>>
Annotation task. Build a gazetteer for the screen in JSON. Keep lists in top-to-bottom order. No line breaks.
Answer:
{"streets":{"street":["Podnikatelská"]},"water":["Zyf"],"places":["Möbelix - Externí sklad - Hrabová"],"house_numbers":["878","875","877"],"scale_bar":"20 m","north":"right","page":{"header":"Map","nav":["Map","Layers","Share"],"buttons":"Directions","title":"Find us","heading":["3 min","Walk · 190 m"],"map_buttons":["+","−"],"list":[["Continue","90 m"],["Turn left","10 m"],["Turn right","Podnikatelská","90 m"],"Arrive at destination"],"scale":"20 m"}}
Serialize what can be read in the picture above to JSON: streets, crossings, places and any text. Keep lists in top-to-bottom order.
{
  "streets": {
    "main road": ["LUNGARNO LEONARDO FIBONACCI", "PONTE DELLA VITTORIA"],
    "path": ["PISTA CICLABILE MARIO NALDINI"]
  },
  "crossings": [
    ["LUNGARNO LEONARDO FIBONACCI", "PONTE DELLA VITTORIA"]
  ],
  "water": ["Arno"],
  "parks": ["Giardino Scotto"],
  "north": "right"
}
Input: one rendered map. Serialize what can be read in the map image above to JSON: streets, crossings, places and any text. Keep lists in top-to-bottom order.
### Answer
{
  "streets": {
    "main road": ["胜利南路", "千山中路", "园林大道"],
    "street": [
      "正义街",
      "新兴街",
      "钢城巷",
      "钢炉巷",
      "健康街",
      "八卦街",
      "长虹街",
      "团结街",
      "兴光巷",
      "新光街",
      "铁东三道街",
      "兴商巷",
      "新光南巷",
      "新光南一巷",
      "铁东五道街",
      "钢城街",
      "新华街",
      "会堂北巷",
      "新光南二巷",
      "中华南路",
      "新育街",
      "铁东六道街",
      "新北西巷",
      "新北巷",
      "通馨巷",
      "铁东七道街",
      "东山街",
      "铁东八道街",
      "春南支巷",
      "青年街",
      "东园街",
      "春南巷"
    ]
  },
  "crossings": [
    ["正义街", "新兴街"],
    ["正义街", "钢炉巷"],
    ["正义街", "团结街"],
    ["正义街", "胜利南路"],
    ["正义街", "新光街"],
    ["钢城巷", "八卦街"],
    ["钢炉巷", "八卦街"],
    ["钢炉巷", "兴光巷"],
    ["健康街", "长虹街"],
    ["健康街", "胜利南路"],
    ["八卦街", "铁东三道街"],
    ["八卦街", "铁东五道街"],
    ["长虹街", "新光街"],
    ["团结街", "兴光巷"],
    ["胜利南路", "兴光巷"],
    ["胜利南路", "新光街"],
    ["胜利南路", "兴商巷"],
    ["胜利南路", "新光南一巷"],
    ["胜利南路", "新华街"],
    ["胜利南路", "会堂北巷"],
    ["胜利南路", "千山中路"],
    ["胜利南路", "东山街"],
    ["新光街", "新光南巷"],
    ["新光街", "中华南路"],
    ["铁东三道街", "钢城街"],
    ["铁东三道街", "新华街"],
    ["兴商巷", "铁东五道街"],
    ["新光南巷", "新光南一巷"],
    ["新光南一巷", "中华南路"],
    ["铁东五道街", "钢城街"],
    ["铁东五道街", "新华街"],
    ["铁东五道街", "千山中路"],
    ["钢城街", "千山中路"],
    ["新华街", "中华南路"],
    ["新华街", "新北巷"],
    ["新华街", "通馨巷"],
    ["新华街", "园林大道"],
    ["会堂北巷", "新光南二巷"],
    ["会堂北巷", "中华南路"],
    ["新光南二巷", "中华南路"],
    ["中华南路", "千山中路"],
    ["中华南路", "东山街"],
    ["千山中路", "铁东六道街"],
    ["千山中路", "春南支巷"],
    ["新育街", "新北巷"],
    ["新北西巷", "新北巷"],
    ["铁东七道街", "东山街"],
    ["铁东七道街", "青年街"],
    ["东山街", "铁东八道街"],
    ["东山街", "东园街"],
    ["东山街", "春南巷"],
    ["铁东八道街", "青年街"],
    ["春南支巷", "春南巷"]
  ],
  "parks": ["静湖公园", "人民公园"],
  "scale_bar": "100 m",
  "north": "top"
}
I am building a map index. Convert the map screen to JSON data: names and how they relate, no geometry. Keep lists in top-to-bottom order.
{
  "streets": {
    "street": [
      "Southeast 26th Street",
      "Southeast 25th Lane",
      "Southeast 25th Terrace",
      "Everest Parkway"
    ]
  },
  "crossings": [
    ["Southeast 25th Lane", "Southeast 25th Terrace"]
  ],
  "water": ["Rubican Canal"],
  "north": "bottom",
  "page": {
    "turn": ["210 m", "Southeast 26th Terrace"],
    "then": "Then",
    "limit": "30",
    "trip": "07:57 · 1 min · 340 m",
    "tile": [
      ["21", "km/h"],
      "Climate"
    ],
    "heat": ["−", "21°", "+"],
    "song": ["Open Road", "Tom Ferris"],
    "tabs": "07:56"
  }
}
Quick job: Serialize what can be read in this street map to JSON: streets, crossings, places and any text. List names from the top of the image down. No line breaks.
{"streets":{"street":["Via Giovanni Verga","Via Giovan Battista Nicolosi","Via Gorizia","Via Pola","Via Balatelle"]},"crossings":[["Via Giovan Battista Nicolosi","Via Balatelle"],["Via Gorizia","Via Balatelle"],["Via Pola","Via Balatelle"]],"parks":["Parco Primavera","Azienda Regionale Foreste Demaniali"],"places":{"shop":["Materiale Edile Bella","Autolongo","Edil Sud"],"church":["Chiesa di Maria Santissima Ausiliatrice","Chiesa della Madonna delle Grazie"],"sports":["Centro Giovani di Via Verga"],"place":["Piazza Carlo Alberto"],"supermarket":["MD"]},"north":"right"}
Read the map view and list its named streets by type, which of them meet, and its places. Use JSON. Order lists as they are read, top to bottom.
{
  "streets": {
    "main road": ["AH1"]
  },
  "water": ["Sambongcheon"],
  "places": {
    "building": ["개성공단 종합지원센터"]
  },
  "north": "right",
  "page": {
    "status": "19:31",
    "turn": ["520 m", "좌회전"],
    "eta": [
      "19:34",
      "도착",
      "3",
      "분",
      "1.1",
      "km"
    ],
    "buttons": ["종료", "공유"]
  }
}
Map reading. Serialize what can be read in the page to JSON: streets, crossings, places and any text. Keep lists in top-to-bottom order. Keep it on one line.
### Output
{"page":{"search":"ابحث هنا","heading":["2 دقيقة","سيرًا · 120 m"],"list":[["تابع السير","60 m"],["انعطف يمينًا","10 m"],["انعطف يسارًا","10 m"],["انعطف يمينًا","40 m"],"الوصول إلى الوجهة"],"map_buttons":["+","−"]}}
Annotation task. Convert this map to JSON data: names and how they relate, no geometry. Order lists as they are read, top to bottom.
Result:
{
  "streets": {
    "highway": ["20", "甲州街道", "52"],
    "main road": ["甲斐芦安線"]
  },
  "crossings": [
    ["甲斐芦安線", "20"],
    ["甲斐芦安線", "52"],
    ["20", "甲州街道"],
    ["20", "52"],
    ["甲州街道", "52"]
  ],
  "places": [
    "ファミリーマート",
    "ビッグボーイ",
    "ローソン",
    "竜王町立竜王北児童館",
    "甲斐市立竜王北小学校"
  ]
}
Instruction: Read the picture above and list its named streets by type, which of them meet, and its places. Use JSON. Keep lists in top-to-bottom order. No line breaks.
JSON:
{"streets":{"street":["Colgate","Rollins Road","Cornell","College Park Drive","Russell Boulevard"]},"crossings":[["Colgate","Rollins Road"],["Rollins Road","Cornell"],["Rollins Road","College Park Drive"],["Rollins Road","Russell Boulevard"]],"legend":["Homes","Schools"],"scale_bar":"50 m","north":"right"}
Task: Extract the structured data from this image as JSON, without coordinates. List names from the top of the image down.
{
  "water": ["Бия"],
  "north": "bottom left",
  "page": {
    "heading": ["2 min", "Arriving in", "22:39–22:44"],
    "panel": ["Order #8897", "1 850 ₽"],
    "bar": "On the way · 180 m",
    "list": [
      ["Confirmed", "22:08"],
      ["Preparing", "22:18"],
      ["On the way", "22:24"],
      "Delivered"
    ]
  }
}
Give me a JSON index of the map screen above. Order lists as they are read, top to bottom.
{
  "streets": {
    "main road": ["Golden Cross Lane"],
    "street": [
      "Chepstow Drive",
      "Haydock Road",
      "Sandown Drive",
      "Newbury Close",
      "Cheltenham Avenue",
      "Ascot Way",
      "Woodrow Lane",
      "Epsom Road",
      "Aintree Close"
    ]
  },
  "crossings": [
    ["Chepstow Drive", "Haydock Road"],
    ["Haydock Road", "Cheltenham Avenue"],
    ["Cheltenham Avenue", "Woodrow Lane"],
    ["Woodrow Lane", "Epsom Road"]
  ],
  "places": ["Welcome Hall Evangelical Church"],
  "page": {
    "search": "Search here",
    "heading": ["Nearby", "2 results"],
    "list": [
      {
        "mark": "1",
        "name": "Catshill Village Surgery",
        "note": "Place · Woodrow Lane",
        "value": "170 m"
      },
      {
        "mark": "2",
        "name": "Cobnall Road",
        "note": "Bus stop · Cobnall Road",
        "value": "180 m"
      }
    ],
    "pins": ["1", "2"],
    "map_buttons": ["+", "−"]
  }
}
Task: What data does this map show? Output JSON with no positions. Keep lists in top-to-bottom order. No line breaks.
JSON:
<<
WORK REQUEST
Above are the records; repeat exactly the lines from the one holding "Quick job: Serialize" down to the one holding "Map reading. Serialize", end lines included.

RESPONSE BOX
Quick job: Serialize what can be read in this street map to JSON: streets, crossings, places and any text. List names from the top of the image down. No line breaks.
{"streets":{"street":["Via Giovanni Verga","Via Giovan Battista Nicolosi","Via Gorizia","Via Pola","Via Balatelle"]},"crossings":[["Via Giovan Battista Nicolosi","Via Balatelle"],["Via Gorizia","Via Balatelle"],["Via Pola","Via Balatelle"]],"parks":["Parco Primavera","Azienda Regionale Foreste Demaniali"],"places":{"shop":["Materiale Edile Bella","Autolongo","Edil Sud"],"church":["Chiesa di Maria Santissima Ausiliatrice","Chiesa della Madonna delle Grazie"],"sports":["Centro Giovani di Via Verga"],"place":["Piazza Carlo Alberto"],"supermarket":["MD"]},"north":"right"}
Read the map view and list its named streets by type, which of them meet, and its places. Use JSON. Order lists as they are read, top to bottom.
{
  "streets": {
    "main road": ["AH1"]
  },
  "water": ["Sambongcheon"],
  "places": {
    "building": ["개성공단 종합지원센터"]
  },
  "north": "right",
  "page": {
    "status": "19:31",
    "turn": ["520 m", "좌회전"],
    "eta": [
      "19:34",
      "도착",
      "3",
      "분",
      "1.1",
      "km"
    ],
    "buttons": ["종료", "공유"]
  }
}
Map reading. Serialize what can be read in the page to JSON: streets, crossings, places and any text. Keep lists in top-to-bottom order. Keep it on one line.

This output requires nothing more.